Chen Yi no se alejó. Al contrario, rodeó la cintura de XiaoXuan con su brazo, atrayéndola hacia su costado en un gesto de posesividad que parecía perfectamente natural.
—Solo estábamos discutiendo los detalles de nuestra convivencia, madre —dijo Chen Yi con una voz aterciopelada y peligrosa—. Resulta que XiaoXuan es mucho más... fascinante de lo que tus informes sugerían.
Lady Liu arqueó una ceja, una sonrisa de triunfo cruzando su rostro gélido.
—Excelente. Me alegra ver que la compatibilidad es tan alta. Doctor Han, proceda con las pruebas de sangre diarias. Queremos asegurarnos de que la "pureza" no disminuya con el contacto emocional.
Mientras el doctor preparaba su equipo, Chen Yi le dio a XiaoXuan una mirada rápida y secreta. El pacto silencioso había comenzado. Estaban entrando en un juego de espejos donde la verdad y la mentira se confundían, y donde el único ancla que tenían era la mano del otro.
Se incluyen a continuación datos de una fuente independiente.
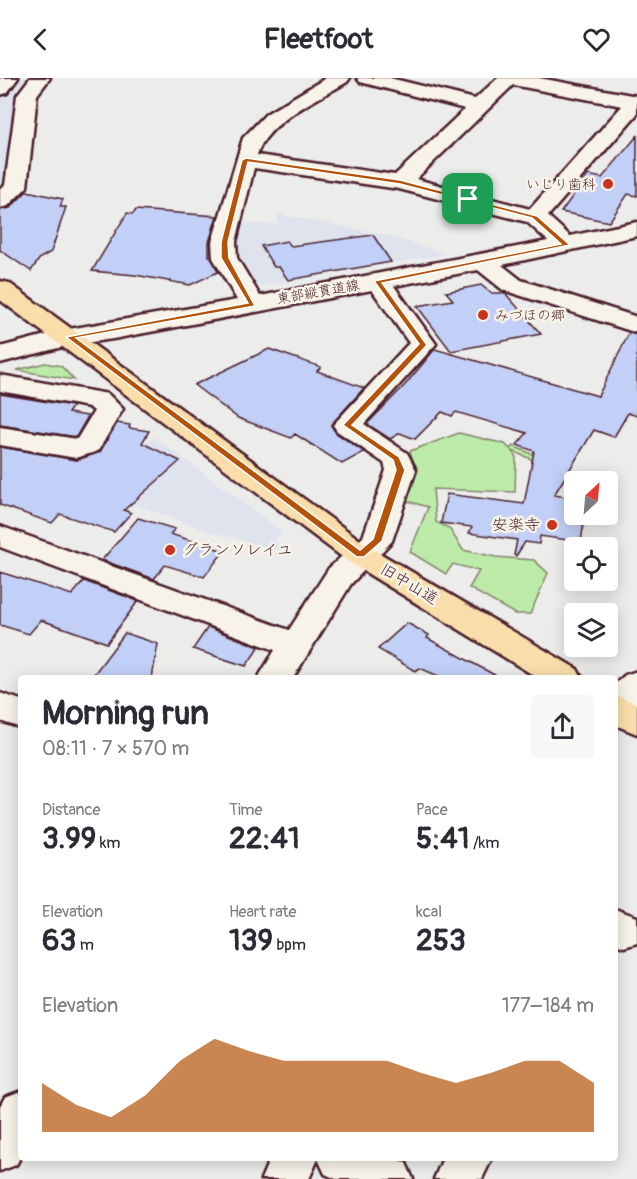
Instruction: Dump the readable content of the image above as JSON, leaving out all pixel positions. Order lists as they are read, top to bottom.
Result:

Aquella noche, mientras XiaoXuan entregaba de nuevo su sangre a Chen Yi bajo la mirada del doctor, ella no sintió el dolor de la aguja. Solo sintió la mirada de Chen Yi, una mirada que decía que, pasara lo que pasara, ya no estaba sola en la oscuridad de la mansión Liu. Habían formado una alianza incómoda, una unión de luz y sombra que estaba destinada a cambiar el destino de su linaje para siempre. Pero mientras tanto, el reloj seguía corriendo: un mes de esperanza era todo lo que tenían antes de que la mansión reclamara su pago final.